> [WHAT TO WORK ON]: From the entries below, return only the lines starting at the one that contains "Find all labels, symbols and controls in the" and ending at the one that contains "Find all labels, symbols and controls in this", exactly as they stand.

> [INFORMATION SHOWN]:
━━━━━━━━━━━━━━━━━━━━━━━━━━━━━━
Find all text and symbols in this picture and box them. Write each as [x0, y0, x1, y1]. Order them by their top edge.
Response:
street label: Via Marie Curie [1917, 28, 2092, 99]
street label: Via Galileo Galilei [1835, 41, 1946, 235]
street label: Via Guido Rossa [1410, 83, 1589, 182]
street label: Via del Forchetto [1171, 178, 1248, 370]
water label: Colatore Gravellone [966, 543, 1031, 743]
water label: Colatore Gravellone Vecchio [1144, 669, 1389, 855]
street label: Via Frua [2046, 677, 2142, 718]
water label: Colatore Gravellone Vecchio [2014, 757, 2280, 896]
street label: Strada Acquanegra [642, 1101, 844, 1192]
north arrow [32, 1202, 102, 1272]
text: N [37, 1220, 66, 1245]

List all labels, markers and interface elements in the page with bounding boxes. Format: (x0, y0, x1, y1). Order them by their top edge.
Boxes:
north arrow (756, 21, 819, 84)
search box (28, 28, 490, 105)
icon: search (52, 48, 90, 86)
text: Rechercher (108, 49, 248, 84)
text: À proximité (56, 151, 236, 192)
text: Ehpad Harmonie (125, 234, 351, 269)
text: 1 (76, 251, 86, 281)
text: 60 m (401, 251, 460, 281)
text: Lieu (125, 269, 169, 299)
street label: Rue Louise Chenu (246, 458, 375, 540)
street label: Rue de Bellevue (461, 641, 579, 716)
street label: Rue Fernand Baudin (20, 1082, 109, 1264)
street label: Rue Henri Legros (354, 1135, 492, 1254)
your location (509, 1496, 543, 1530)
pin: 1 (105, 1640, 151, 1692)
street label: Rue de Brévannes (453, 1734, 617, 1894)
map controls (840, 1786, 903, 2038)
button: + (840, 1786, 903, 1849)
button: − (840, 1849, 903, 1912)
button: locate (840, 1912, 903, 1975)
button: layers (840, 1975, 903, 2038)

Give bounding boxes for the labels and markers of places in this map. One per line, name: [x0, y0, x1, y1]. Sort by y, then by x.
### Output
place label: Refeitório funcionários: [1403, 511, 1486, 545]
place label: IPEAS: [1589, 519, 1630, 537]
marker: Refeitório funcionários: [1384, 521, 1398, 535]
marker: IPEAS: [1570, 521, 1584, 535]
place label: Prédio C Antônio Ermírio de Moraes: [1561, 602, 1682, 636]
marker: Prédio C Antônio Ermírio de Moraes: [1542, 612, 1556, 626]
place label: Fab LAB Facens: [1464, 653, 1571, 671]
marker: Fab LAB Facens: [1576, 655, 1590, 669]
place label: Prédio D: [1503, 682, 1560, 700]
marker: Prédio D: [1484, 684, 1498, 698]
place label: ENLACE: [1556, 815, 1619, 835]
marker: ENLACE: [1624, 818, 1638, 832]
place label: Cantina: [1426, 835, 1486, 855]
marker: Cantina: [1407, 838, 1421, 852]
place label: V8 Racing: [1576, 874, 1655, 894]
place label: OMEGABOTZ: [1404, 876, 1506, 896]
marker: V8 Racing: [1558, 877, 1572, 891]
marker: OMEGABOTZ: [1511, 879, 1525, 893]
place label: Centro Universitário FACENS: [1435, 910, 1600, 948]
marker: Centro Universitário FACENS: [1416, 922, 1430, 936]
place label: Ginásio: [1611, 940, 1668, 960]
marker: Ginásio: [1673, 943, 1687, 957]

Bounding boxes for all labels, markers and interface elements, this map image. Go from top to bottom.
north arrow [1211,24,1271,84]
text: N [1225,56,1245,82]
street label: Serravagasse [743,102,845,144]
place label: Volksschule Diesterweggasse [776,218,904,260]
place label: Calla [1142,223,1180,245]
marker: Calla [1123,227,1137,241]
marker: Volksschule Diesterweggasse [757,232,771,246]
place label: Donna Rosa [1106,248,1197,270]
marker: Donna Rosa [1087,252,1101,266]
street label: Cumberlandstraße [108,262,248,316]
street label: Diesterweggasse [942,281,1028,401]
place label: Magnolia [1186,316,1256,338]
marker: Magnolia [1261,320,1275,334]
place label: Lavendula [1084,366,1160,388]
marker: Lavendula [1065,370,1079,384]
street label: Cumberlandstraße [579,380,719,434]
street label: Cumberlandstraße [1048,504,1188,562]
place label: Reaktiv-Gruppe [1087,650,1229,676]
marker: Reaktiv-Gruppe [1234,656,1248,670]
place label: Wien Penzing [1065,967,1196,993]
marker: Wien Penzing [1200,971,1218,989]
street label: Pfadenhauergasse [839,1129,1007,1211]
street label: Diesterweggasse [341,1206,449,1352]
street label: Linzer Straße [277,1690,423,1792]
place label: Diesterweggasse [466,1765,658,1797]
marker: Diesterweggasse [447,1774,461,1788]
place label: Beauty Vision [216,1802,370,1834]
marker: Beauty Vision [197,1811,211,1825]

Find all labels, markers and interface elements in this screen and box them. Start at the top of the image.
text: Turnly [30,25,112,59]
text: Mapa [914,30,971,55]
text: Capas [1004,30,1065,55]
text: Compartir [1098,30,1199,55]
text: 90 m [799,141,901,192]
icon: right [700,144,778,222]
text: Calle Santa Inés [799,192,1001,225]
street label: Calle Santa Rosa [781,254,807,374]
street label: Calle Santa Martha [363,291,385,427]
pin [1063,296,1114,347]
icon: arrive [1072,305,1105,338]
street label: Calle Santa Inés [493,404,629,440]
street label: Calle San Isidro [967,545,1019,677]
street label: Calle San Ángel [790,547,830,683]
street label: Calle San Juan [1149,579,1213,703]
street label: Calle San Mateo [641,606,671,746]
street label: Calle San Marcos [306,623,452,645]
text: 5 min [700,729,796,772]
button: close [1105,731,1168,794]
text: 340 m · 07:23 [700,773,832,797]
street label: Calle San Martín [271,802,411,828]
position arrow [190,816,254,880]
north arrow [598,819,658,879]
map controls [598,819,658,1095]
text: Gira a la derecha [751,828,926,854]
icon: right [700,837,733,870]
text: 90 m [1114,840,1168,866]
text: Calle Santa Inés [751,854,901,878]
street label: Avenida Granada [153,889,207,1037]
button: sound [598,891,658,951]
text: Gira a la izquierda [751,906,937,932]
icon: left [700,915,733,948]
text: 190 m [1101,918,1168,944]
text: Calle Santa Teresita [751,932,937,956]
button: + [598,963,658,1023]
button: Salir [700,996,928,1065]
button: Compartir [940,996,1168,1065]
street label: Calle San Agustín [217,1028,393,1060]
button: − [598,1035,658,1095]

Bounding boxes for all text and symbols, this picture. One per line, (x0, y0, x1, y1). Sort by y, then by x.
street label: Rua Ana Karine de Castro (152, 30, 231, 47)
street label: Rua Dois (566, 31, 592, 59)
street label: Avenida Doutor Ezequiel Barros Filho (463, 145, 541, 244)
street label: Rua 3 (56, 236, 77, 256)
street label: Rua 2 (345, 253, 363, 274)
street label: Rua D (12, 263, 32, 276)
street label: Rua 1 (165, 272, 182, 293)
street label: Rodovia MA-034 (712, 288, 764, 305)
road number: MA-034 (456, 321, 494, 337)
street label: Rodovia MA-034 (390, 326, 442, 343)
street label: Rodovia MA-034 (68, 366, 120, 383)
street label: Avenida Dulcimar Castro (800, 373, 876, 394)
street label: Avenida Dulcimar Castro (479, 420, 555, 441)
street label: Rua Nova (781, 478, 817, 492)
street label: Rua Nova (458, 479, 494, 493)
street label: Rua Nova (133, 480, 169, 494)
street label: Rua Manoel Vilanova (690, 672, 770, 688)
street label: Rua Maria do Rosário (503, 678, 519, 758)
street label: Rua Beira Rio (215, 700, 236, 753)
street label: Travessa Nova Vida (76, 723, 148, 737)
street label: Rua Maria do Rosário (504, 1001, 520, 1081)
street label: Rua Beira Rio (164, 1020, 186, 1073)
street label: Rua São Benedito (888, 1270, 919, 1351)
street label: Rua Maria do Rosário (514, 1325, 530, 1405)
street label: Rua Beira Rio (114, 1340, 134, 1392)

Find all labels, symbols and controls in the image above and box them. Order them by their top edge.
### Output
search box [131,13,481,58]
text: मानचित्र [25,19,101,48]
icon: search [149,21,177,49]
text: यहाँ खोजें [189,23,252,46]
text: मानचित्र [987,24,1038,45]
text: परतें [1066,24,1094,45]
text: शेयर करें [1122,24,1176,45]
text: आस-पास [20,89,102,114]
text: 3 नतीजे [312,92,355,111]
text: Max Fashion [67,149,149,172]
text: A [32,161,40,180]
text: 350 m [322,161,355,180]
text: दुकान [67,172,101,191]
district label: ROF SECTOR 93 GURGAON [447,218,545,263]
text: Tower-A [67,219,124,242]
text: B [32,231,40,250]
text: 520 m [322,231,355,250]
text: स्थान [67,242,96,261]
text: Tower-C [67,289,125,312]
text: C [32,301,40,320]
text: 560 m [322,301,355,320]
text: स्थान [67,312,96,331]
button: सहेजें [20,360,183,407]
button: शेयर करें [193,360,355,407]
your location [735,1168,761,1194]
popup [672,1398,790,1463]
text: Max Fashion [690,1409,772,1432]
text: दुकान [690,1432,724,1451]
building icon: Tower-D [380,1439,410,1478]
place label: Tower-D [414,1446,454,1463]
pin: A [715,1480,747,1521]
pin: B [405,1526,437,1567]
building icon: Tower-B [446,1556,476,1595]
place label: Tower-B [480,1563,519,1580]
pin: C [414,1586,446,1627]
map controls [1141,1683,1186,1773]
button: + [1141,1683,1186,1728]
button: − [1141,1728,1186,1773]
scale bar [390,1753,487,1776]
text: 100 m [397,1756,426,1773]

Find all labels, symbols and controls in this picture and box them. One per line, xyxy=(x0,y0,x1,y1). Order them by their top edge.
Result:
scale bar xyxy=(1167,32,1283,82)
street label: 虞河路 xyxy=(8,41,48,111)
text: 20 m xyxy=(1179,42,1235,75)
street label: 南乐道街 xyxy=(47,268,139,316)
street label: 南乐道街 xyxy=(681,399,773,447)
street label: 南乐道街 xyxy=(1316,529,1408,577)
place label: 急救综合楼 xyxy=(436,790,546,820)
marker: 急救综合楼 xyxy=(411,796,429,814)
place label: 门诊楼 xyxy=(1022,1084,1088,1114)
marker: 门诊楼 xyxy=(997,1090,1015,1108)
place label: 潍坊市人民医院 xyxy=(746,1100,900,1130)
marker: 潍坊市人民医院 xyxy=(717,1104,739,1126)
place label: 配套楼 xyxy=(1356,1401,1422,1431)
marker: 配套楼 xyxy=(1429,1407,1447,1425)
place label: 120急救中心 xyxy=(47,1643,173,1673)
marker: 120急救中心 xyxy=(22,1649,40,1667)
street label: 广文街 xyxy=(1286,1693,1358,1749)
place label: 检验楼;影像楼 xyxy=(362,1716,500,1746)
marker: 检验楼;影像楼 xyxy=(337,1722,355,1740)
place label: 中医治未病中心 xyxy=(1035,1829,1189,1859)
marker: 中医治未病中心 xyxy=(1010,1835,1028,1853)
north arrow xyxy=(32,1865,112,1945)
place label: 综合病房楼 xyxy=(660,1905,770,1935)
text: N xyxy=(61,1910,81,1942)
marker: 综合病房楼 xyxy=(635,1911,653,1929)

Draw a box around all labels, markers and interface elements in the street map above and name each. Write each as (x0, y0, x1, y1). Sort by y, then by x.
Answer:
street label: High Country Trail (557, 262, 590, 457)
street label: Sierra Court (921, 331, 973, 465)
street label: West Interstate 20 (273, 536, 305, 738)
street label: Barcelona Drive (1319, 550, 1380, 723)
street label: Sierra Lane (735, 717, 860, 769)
━━━━━━━━━━━━━━━━━━━━━━━━━━━━━━
> [ANSWER FOR THIS EXERCISE]:
Find all labels, symbols and controls in the image above and box them. Order them by their top edge.
### Output
search box [131,13,481,58]
text: मानचित्र [25,19,101,48]
icon: search [149,21,177,49]
text: यहाँ खोजें [189,23,252,46]
text: मानचित्र [987,24,1038,45]
text: परतें [1066,24,1094,45]
text: शेयर करें [1122,24,1176,45]
text: आस-पास [20,89,102,114]
text: 3 नतीजे [312,92,355,111]
text: Max Fashion [67,149,149,172]
text: A [32,161,40,180]
text: 350 m [322,161,355,180]
text: दुकान [67,172,101,191]
district label: ROF SECTOR 93 GURGAON [447,218,545,263]
text: Tower-A [67,219,124,242]
text: B [32,231,40,250]
text: 520 m [322,231,355,250]
text: स्थान [67,242,96,261]
text: Tower-C [67,289,125,312]
text: C [32,301,40,320]
text: 560 m [322,301,355,320]
text: स्थान [67,312,96,331]
button: सहेजें [20,360,183,407]
button: शेयर करें [193,360,355,407]
your location [735,1168,761,1194]
popup [672,1398,790,1463]
text: Max Fashion [690,1409,772,1432]
text: दुकान [690,1432,724,1451]
building icon: Tower-D [380,1439,410,1478]
place label: Tower-D [414,1446,454,1463]
pin: A [715,1480,747,1521]
pin: B [405,1526,437,1567]
building icon: Tower-B [446,1556,476,1595]
place label: Tower-B [480,1563,519,1580]
pin: C [414,1586,446,1627]
map controls [1141,1683,1186,1773]
button: + [1141,1683,1186,1728]
button: − [1141,1728,1186,1773]
scale bar [390,1753,487,1776]
text: 100 m [397,1756,426,1773]

Find all labels, symbols and controls in this picture and box them. One per line, xyxy=(x0,y0,x1,y1). Order them by their top edge.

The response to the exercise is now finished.